Milagro’s M-Pin protocol, and its existing open-source MIRACL implementation on which Milagro is built, is already in use by Experian, NTT, Ingram Micro, and Gov.UK and rolled out to perform at Internet scale for zero password multi-factor authentication and certificate-less HTTPS / secure channel.
“The move to incubation at Apache will help the community to grow and take on new members in an environment that guarantees open development and protection of participants. Incubation is required of all newly accepted projects until a further review indicates that the infrastructure, communications, and decision making process have stabilized in a manner consistent with other successful ASF projects,” MIRACL told Help Net Security.

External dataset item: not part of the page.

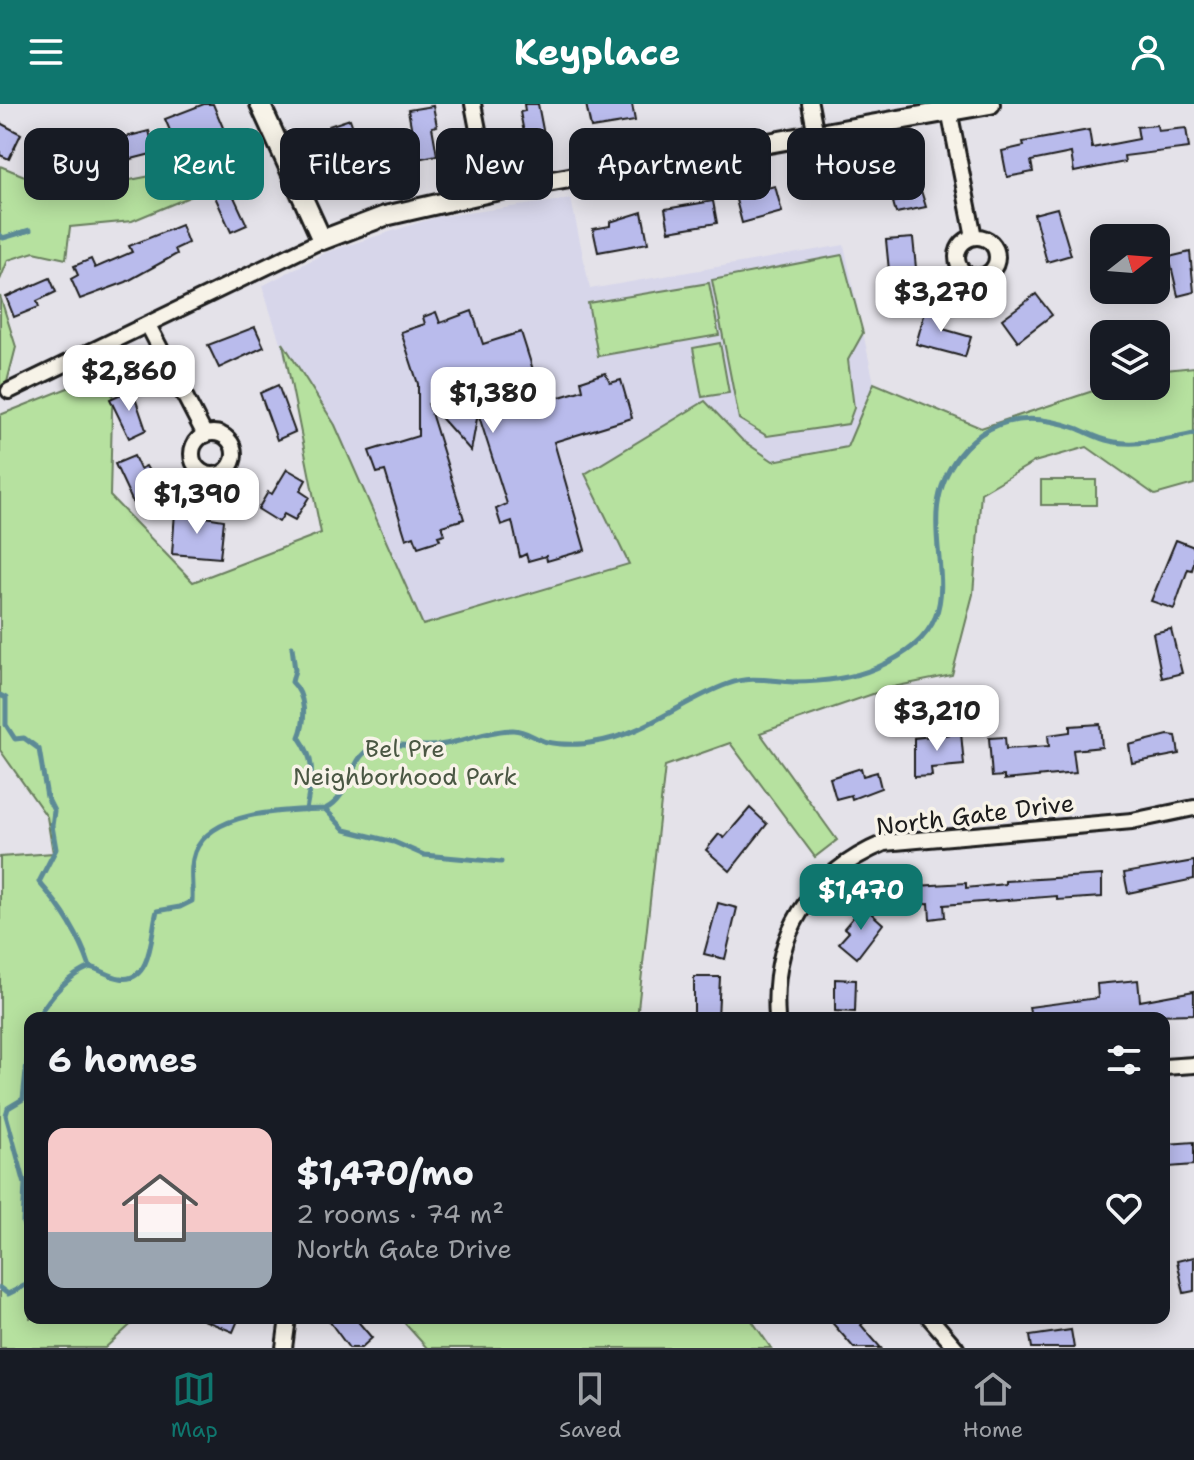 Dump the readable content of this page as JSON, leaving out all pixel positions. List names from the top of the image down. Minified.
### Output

“Apache Milagro (incubating) is at the initial stages where the end destinations will be defined by the contributors who help build and steer the project. The initial goal is to enable developers and publishers to create a way to secure their applications and their users without placing monumental requirements on either. The eventual goal of Apache Milagro (incubating) is to provide a new security model for the web, mobile, enterprise and connected applications from independent sources whose strength lies in their unique approach and combined alliance.”
“Suggestions on destinations between the starting point and eventual goal are welcomed. Apache Milagro (incubating) is beginning its journey. We all know that once code is given to the open source community it continues to live and evolve,” they concluded.